Rick Schoenberg on June 27, 2014 7:30 PM at 7:30 pm said:

The quantification of luck versus skill is a really interesting topic I think. Surprisingly, a lot of books on game theory do not define the words “luck” or “skill”, maybe because it is very hard to do so. I took a crack at it, or at least an aspect of it, in my book on Probability with Texas Holdem Applications, in Chapter 4.4 in case anyone cares. The context is quite different from the baseball one here. I was trying to address, in the case where player A beats player B, how much of player A’s win is attributable to luck and how much is due to skill. I would love to hear thoughts on this.

Reply ↓
- Andrew on June 28, 2014 5:54 AM at 5:54 am said:
  
  Rick:
  
  Ok, what’s your definition??
  
  Reply ↓
  - Rick Schoenberg on July 1, 2014 3:26 AM at 3:26 am said:
    
    Basically, in poker I define skill as equity gained during the betting rounds and luck as equity gained during the deal of the cards.
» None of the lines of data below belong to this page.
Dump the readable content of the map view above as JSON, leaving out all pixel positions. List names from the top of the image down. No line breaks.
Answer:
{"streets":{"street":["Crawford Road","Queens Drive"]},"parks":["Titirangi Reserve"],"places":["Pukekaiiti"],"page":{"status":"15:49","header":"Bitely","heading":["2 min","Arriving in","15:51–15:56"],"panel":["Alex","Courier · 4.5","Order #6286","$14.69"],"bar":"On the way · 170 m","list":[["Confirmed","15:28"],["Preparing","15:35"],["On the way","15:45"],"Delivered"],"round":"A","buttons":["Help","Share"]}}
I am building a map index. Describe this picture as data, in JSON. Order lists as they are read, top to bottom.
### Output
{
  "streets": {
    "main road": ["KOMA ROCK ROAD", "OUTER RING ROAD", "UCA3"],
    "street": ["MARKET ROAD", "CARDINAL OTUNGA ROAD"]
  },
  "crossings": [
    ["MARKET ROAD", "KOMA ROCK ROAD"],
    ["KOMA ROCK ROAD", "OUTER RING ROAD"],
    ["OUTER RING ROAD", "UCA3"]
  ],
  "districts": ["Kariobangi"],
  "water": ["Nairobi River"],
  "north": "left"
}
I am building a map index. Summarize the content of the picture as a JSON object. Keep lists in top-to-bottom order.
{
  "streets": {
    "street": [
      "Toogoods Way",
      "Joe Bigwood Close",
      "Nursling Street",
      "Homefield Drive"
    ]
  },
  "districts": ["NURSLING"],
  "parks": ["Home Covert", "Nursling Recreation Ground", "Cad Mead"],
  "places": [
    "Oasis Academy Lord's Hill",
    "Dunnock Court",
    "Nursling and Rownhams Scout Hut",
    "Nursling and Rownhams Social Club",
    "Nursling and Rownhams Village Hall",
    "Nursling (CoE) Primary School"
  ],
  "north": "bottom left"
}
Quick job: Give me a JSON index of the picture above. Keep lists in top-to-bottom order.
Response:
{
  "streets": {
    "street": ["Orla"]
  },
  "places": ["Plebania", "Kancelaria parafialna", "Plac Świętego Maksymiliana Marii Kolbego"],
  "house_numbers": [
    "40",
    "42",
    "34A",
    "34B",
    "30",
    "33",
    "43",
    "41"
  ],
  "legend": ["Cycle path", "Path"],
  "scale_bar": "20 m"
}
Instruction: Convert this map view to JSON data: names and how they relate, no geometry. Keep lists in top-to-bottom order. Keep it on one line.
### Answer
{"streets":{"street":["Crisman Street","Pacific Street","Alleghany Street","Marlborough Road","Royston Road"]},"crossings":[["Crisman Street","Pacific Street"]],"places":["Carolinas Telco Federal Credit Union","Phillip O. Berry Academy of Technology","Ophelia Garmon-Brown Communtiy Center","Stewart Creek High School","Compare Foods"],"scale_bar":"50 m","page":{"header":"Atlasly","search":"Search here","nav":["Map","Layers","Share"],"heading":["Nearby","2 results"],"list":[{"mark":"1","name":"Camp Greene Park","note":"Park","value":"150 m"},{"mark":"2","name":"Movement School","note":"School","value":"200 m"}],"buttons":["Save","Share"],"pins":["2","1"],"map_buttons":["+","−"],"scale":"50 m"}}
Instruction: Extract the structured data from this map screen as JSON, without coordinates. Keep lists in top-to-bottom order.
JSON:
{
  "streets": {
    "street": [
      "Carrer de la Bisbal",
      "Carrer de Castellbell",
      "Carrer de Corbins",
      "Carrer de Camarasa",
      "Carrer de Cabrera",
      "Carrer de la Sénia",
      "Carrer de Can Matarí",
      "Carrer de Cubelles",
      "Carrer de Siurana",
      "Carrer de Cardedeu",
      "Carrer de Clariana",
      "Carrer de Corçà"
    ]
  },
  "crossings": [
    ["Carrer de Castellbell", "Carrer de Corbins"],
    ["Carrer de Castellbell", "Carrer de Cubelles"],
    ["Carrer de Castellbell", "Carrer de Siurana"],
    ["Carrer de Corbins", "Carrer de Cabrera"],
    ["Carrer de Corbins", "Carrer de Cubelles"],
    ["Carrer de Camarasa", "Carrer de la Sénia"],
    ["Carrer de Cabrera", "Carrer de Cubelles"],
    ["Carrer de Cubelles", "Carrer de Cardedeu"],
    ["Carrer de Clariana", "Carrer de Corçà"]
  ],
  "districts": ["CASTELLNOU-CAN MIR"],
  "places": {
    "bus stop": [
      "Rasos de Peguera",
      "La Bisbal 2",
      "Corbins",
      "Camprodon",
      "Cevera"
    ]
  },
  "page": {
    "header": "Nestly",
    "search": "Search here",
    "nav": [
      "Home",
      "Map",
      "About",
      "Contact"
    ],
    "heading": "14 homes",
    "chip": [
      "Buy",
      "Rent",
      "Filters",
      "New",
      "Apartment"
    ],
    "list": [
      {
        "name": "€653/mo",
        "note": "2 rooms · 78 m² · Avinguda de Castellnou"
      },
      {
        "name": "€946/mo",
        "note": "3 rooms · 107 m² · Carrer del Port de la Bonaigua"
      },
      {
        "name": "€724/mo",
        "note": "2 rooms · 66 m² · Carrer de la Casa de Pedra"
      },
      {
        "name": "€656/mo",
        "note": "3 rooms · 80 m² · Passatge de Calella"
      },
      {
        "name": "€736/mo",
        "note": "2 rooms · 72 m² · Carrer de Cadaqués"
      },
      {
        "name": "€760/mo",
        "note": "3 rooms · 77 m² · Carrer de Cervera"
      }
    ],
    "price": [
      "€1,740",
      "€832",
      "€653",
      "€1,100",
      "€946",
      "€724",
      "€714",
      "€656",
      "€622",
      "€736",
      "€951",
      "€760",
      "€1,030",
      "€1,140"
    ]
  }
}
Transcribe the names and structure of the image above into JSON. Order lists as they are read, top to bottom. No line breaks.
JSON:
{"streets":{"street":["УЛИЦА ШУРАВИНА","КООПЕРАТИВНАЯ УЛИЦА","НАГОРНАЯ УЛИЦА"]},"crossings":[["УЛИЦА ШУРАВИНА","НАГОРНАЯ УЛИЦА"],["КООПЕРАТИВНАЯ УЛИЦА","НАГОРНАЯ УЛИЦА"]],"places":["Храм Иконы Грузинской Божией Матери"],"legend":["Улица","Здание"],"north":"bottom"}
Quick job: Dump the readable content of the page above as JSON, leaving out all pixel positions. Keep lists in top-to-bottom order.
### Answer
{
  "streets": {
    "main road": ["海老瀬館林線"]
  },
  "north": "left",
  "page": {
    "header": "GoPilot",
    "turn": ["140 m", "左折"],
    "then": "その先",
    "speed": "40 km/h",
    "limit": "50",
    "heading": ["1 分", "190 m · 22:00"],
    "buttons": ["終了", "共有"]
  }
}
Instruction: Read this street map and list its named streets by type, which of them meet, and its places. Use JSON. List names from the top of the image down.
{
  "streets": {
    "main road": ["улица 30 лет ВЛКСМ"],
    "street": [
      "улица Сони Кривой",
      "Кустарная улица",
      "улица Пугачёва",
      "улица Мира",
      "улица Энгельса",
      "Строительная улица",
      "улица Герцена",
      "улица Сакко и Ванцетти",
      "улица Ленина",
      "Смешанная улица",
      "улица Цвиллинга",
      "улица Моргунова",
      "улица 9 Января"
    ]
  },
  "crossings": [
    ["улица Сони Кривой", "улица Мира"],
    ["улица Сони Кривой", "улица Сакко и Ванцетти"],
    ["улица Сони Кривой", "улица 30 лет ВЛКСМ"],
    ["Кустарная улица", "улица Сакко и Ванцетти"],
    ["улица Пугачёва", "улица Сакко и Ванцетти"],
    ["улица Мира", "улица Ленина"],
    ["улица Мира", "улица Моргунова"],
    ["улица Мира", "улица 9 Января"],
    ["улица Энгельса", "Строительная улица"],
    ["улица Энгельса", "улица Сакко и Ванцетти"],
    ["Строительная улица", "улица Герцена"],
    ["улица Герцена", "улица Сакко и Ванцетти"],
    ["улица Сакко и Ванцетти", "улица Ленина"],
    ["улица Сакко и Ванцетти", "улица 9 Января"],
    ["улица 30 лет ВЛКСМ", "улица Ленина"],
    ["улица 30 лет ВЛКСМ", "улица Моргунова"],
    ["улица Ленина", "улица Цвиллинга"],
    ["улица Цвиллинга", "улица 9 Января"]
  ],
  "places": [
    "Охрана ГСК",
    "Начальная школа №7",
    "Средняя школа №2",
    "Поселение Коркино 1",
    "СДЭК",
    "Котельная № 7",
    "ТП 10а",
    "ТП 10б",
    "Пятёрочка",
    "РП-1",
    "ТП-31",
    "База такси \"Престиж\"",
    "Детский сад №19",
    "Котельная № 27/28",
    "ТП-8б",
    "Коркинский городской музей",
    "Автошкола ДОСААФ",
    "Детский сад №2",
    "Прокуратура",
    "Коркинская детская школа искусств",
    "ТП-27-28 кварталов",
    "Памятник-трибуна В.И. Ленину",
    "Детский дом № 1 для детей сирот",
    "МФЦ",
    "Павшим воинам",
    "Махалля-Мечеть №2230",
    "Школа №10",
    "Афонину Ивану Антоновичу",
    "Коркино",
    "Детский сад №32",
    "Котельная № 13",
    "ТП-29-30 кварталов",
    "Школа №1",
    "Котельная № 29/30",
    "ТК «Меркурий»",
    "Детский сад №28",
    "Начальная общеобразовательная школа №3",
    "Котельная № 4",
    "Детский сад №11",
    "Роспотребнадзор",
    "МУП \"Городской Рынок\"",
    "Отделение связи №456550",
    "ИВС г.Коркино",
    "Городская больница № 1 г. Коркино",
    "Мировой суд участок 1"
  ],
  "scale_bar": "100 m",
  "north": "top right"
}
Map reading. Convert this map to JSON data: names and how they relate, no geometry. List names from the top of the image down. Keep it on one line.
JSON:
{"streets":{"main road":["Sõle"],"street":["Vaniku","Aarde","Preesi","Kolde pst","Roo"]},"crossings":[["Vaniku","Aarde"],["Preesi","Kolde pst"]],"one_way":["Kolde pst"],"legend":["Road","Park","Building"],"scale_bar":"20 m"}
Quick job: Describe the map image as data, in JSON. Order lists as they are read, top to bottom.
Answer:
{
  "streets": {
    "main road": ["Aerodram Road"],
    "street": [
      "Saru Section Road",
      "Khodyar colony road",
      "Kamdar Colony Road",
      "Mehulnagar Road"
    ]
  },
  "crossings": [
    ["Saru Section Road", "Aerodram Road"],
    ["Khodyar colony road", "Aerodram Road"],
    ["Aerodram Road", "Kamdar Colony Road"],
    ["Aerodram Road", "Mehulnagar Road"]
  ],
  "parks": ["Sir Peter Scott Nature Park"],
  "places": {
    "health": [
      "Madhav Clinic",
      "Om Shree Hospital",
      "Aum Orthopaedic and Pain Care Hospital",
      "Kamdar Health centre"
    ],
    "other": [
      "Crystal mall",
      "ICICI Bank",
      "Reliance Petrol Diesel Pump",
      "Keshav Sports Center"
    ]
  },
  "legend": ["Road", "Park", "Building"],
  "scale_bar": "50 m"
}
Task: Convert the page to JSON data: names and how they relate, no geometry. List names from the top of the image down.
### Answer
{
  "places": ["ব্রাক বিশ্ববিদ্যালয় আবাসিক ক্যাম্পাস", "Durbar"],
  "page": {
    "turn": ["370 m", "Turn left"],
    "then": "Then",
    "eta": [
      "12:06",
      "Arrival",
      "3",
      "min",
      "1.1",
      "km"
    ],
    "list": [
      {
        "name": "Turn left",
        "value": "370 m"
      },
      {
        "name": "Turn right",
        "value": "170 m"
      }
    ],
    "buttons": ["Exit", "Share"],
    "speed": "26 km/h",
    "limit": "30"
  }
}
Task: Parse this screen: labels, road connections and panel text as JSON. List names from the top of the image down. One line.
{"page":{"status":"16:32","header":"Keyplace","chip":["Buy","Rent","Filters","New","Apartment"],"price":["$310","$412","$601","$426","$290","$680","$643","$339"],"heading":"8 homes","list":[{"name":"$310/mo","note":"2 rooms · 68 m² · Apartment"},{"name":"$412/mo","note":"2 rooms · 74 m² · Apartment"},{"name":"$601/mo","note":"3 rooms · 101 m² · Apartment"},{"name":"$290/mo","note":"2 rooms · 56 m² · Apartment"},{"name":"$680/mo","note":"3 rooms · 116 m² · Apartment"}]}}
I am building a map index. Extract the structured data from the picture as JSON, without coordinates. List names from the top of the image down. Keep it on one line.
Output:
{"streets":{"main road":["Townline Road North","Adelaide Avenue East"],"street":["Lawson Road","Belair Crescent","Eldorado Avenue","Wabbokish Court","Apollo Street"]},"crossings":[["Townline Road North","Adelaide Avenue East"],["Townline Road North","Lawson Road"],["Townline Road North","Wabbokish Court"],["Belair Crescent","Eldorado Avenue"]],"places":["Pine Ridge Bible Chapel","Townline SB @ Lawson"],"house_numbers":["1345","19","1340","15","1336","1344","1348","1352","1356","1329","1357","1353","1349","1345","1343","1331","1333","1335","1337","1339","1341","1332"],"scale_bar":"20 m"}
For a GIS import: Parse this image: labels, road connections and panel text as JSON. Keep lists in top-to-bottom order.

I then go through a televised twenty-something hand battle between Howard Lederer and Dario Minieri, two players with about as opposite styles as you can get, and try to quantify how much of Lederer’s win was due to luck and how much was due to skill.
    
    You’re probably thinking “Yeah, in poker, you can easily define luck and skill this way, but in other situations it’s not so simple” and I agree, but even in poker there are potential problems with my proposed definition. Anyway, I’d be interested in your thoughts, or those of your readers.
    Rick
    
    Reply ↓
    - Andrew on July 1, 2014 4:48 AM at 4:48 am said:
      
      Hi, Rick. Post the excerpt (or mail it to me and I can post it) and we can take a look!
    - Rick Schoenberg on July 1, 2014 10:39 PM at 10:39 pm said:
      
      4.4. Luck and skill in Texas Hold’em.
      
      The determination of whether Texas Hold’em is primarily a game of luck or skill has recently become the subject of intense legal debate. Complicating things is the fact that the terms luck and skill are extremely difficult to define. Surprisingly, rigorous definitions of these terms appear to have eluded most books and journal articles on game theory. A few articles have defined skill in terms of the variance in results among different players, with the idea that players should perform more similarly if a game is mostly based on luck, but their results might differ more substantially if the game is based on skill. Another definition of skill is the extent to which players can improve, and it has been shown that poker does indeed possess a significant amount of this feature (e.g. Dedonno and Detterman, 2008). Others have defined skill in terms of the variation in a given player’s results, since less variation would indicate that fewer repetitions are necessary in order to determine the statistical significance of one’s long-term edge in the game, and hence the sooner one can establish that one’s average profits or losses are primarily due to skill rather than short term luck.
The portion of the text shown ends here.